L’eau… Il y a huit ans, Anuva, jeune diplômée de l’une des plus prestigieuses écoles d’ingénieur d’Inde, décollait de Delhi pour s’installer à Dubaï. Sa mission ? Participer à la gestion de toutes les données de plusieurs villes intelligentes (smart cities) de la région, et en particulier celles des usines de traitement de l’eau, sa spécialité. Car ici, où les températures maximales dépassent régulièrement les 50°C et où les ressources naturelles sont quasi-inexistantes, la question de l’eau n’est pas prise à la légère. Une gestion intelligente n’est pas une option : c’est une nécessité.

En quelques années, Anuva a permis de concrétiser la partie Big Data de plusieurs projets de smart cities. Elle a participé à la mise en place toute l’architecture technique indispensable au fonctionnement des villes intelligentes : installation et programmation de capteurs connectés qui permettent par exemple de suivre en temps réel la pollution de l’air et de l’eau ou le trafic routier, analyse automatique des données grâce à des algorithmes de machine learning, hiérarchisation et gestion des analytics et des alertes… Le tout, sans un seul dysfonctionnement. Jusqu’à aujourd’hui ?

La voix de Khalid la sort de sa torpeur :

Je pense que ce sont les deux cargos qui se sont percutés dans cette zone lors de la tempête de la semaine dernière. Celui qui s’est échoué transportait des métaux lourds, des produits chimiques et je ne sais quels autres polluants. Tu te souviens ?
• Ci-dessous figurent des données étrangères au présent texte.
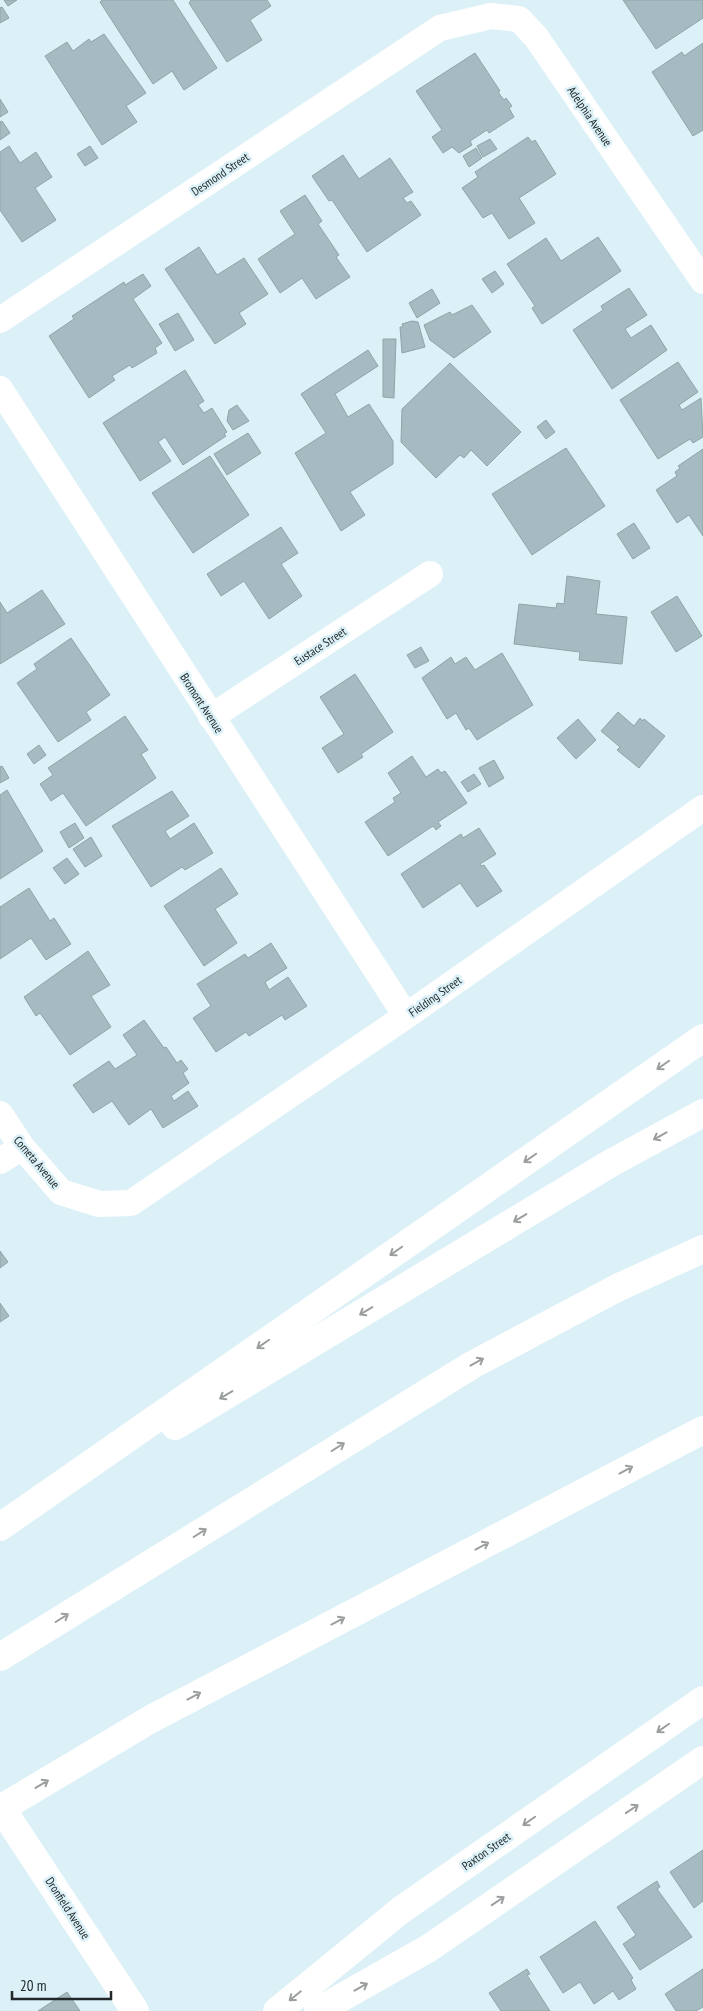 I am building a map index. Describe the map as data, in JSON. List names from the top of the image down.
{
  "streets": {
    "main road": ["Paxton Street", "Dronfield Avenue"],
    "street": [
      "Adelphia Avenue",
      "Desmond Street",
      "Eustace Street",
      "Bromont Avenue",
      "Fielding Street",
      "Cometa Avenue"
    ]
  },
  "crossings": [
    ["Adelphia Avenue", "Desmond Street"],
    ["Eustace Street", "Bromont Avenue"],
    ["Bromont Avenue", "Fielding Street"],
    ["Fielding Street", "Cometa Avenue"]
  ],
  "scale_bar": "20 m"
} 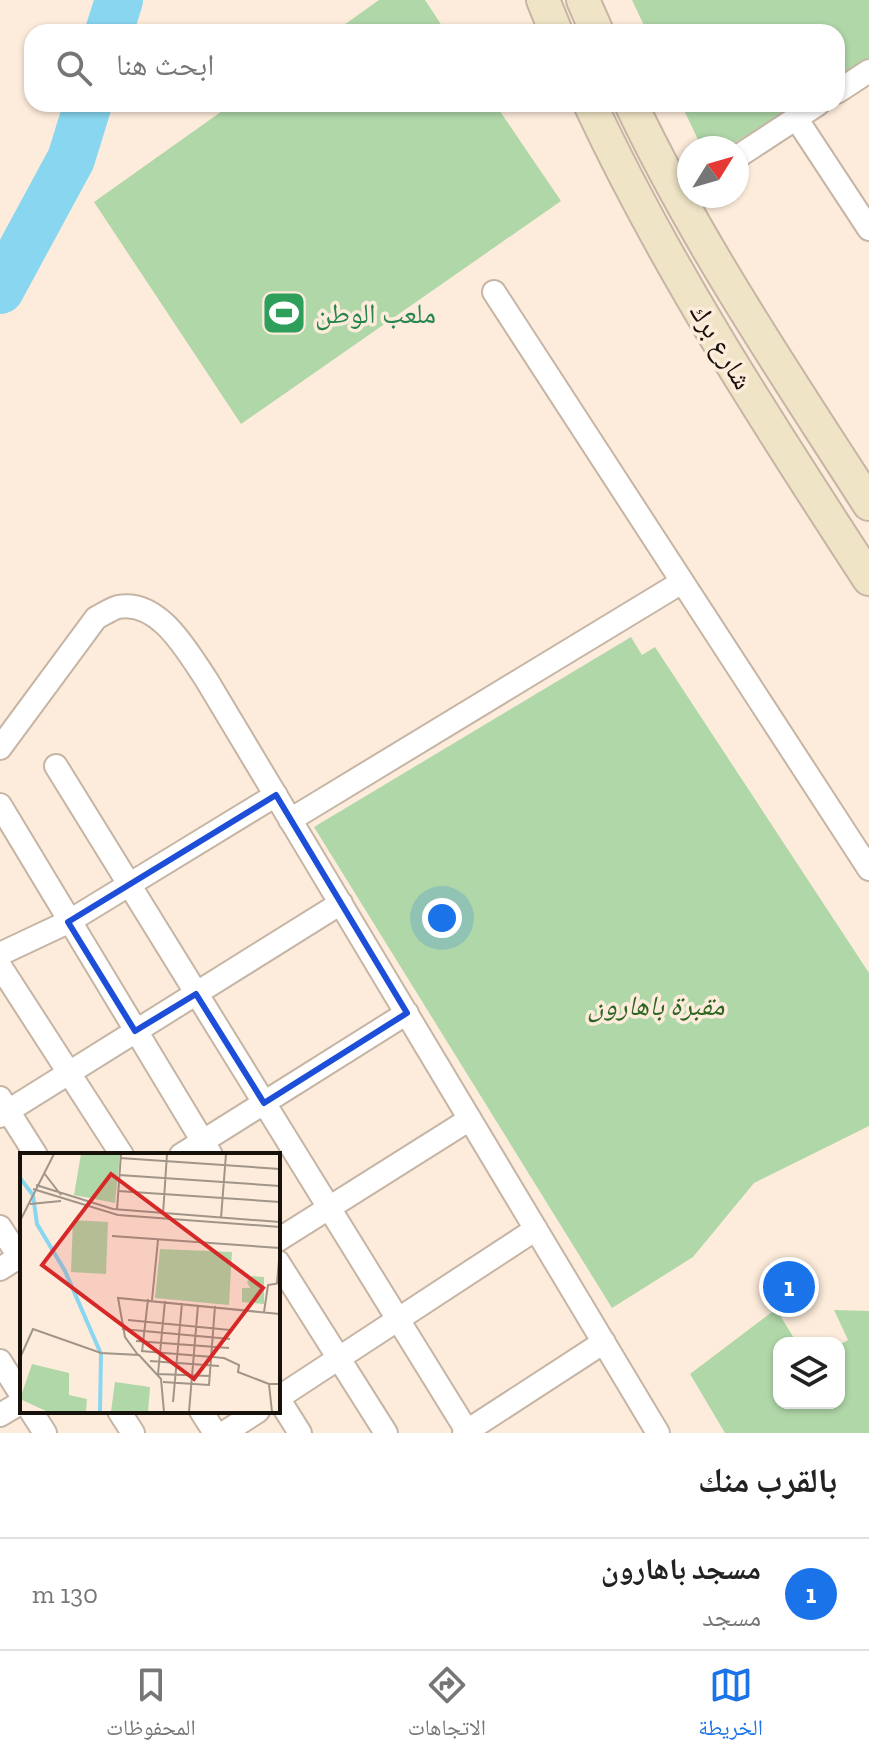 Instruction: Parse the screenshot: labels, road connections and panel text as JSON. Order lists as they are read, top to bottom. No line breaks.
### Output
{"streets":{"main road":["شارع برك"]},"parks":["مقبرة باهارون"],"places":{"sports":["ملعب الوطن"]},"north":"top right","page":{"search":"ابحث هنا","pins":"1","heading":"بالقرب منك","list":[{"mark":"1","name":"مسجد باهارون","note":"مسجد","value":"130 m"}],"nav":["الخريطة","الاتجاهات","المحفوظات"]}} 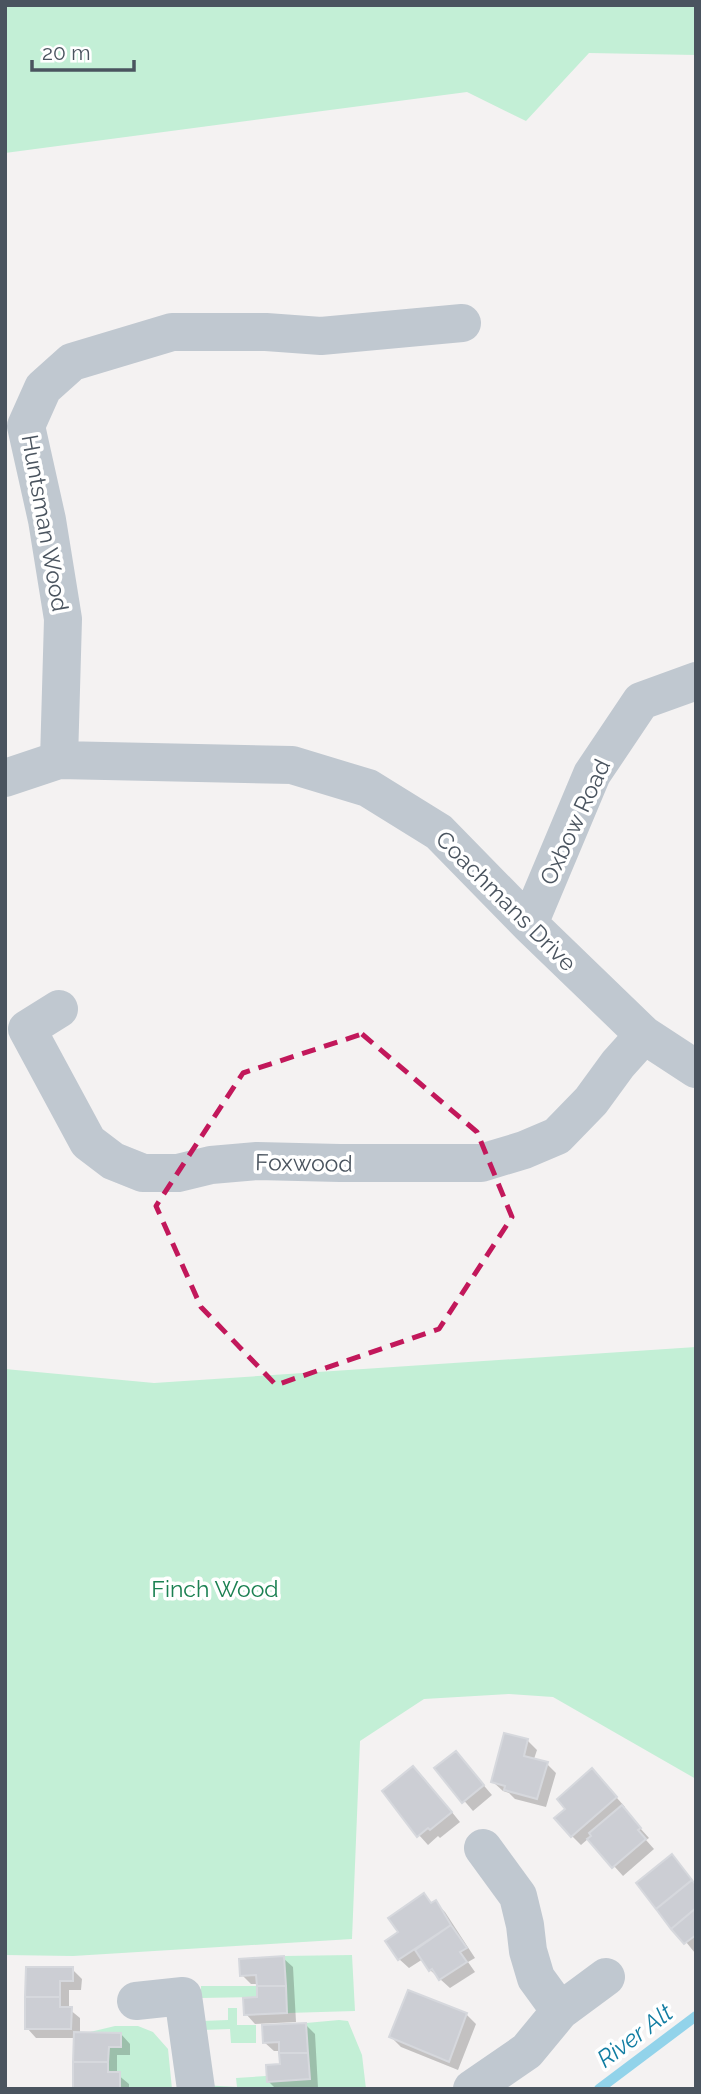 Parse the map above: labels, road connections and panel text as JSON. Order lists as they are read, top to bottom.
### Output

Bien sûr qu’Anuva s’en souvient. Toute la nuit, elle était restée au bureau avec Khalid et d’autres membres de l’équipe, le nez collé aux données qui lui remontaient sur ses écrans d’ordinateurs, à l’affût d’une simple donnée suspecte qui aurait pu l’alerter. C’est elle qui avait réveillé le responsable du centre météorologique pour avoir connaissance de la direction et de la vitesse du vent dans les heures à venir, manière d’être certaine qu’aucune émanation toxique ne pourrait se disperser sur les zones habitées.

« Mais… Je ne comprends pas, j’avais pourtant mis à jour les données fournies par l’affréteur du cargo dans la base. Les algorithmes auraient dû détecter une anomalie.

– Il va falloir que l’on découvre d’où vient le dysfonctionnement. Mais en attendant, que recommandes-tu de faire ? »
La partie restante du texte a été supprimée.